Preventative care programs can help limit health system risk
The challenge in managing population health is outreach and education — and getting patients to make lifestyle changes
In coming years, health systems will likely take on more risk for the health outcomes of their patient populations. If they are looking to prepare for the inevitable, support programs for Type 2 diabetes may be a good place to start.
Diabetes currently costs the U.S. around $245 billion annually in treatment, complications and lost productivity, according to the American Diabetes Association. On average, diabetics have medical expenditures about 2.3 times higher than they would in the absence of the disease.

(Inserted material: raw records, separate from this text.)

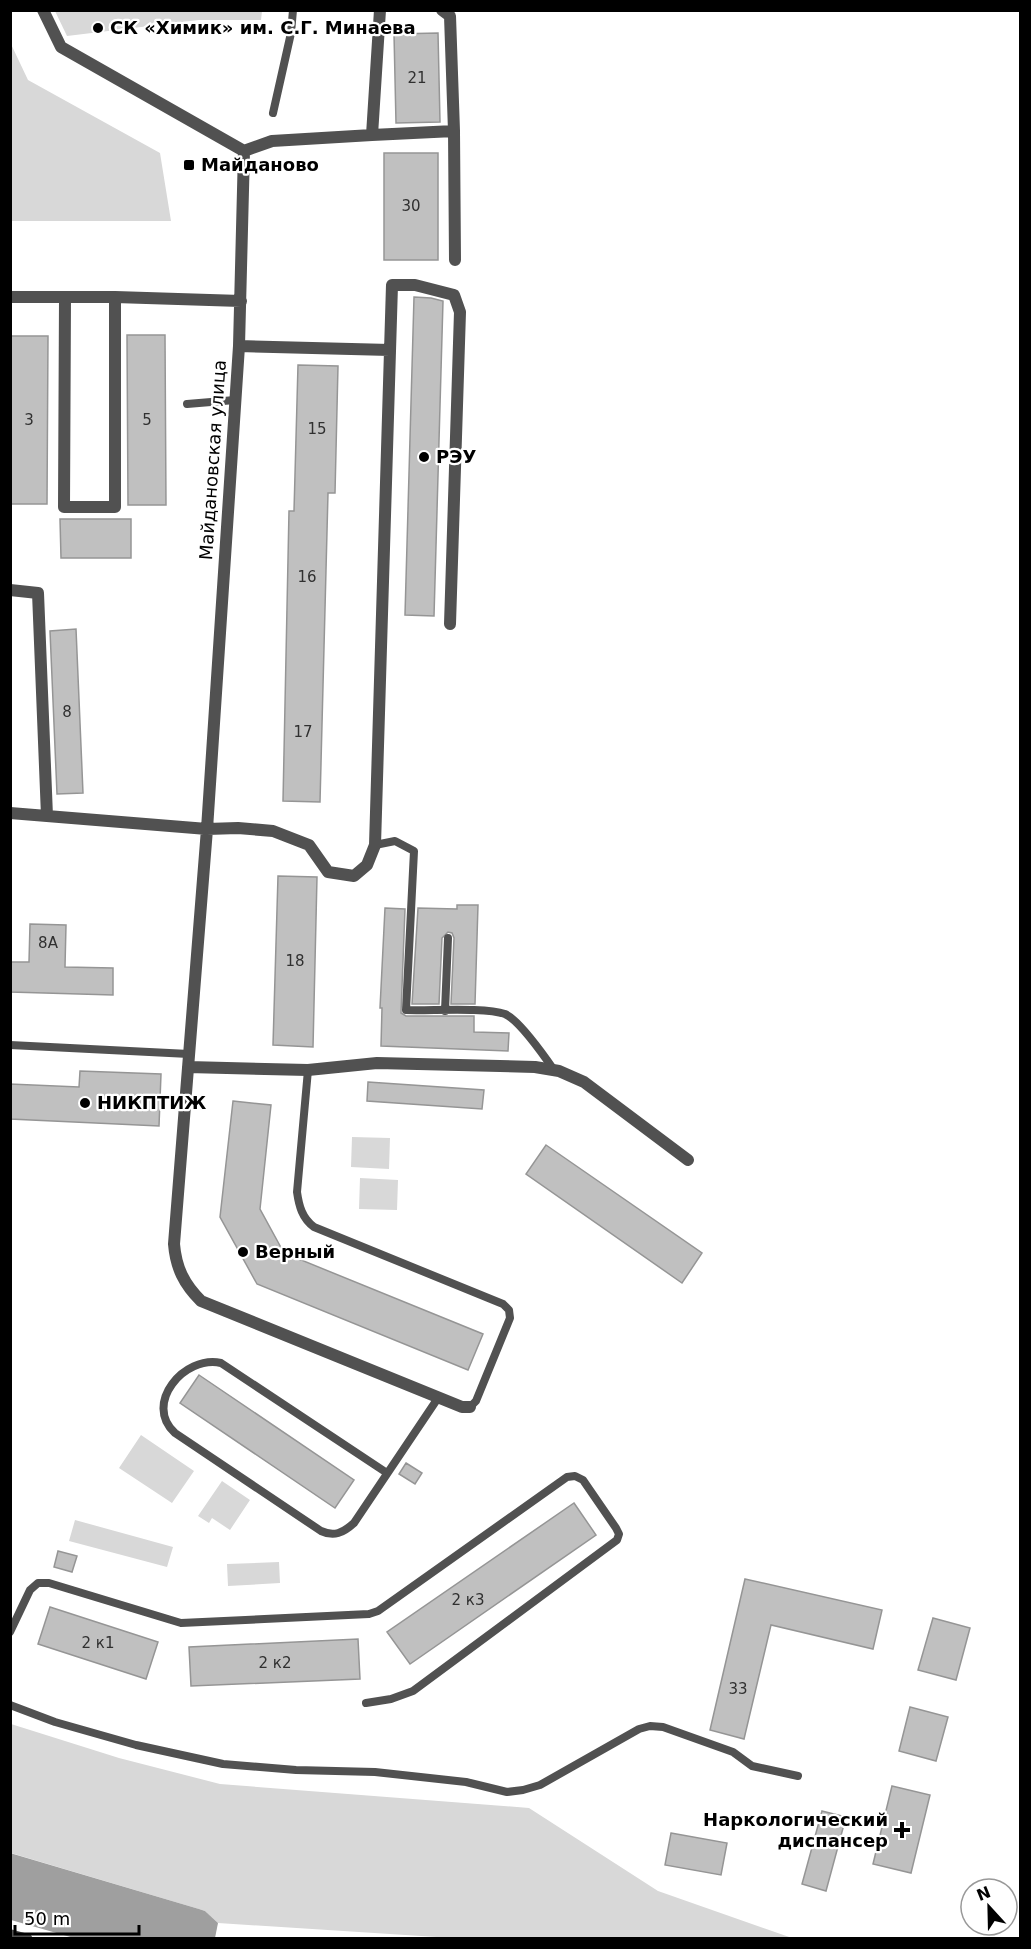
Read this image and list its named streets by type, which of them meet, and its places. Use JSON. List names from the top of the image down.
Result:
{
  "streets": {
    "street": ["Майдановская улица"]
  },
  "places": {
    "other": [
      "СК «Химик» им. С.Г. Минаева",
      "РЭУ",
      "НИКПТИЖ",
      "Верный"
    ],
    "transit": ["Майданово"],
    "health": ["Наркологический диспансер"]
  },
  "house_numbers": [
    "21",
    "30",
    "3",
    "5",
    "15",
    "16",
    "8",
    "17",
    "8А",
    "18",
    "2 к3",
    "2 к1",
    "2 к2",
    "33"
  ],
  "scale_bar": "50 m",
  "north": "top"
}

Health insurers are turning to Type 2 diabetes interventions to manage their costs, and looking to pay physicians, nurses and hospitals to work with them. Medicare is also tracking how providers meet guidelines for diabetic seniors who are at increased risks of expensive cardiovascular events.
[See also: Population health solutions remain weak.]
Type 2 diabetes interventions have been tried and tested thanks to the landmark National Institutes of Health prevention program, and integrated delivery systems like Geisinger and Kaiser Permanente have been at work applying them in many communities. The challenge in managing population health is outreach and education — and getting patients to make lifestyle changes.
“It’s a many decade disease that contributes directly to heart attacks and strokes and for the majority of people leads to more and more complications and morbidity,” explained Thomas Graf, MD, Geisinger Health System’s chief medical officer for population health.
In the health system’s service area in central Pennsylvania, ”We had about 20,000 diabetic patients in 2004 and that increased to 28,000,” he said. “You’re never doing enough when the number of diabetic patients is up by 40 percent.”
Fortunately, Type 2 diabetes can be nipped in the bud at the pre-diabetes stage simply and effectively with interventions like dietary modifications and exercise. This is precisely what health systems like Geisinger, Kaiser Permanente and others are striving for in the way Type 2 diabetes is managed — the shift from chronic disease management to preventative care.
“It’s a team based model of care, based on nine quality metrics where the focus is on physician patient relationships,” said Graf. There are 3.5 that he specifically focuses on: “control of blood sugar, control of cholesterol, control of blood pressure, and the half is smoking, if they smoke, they need to quit.”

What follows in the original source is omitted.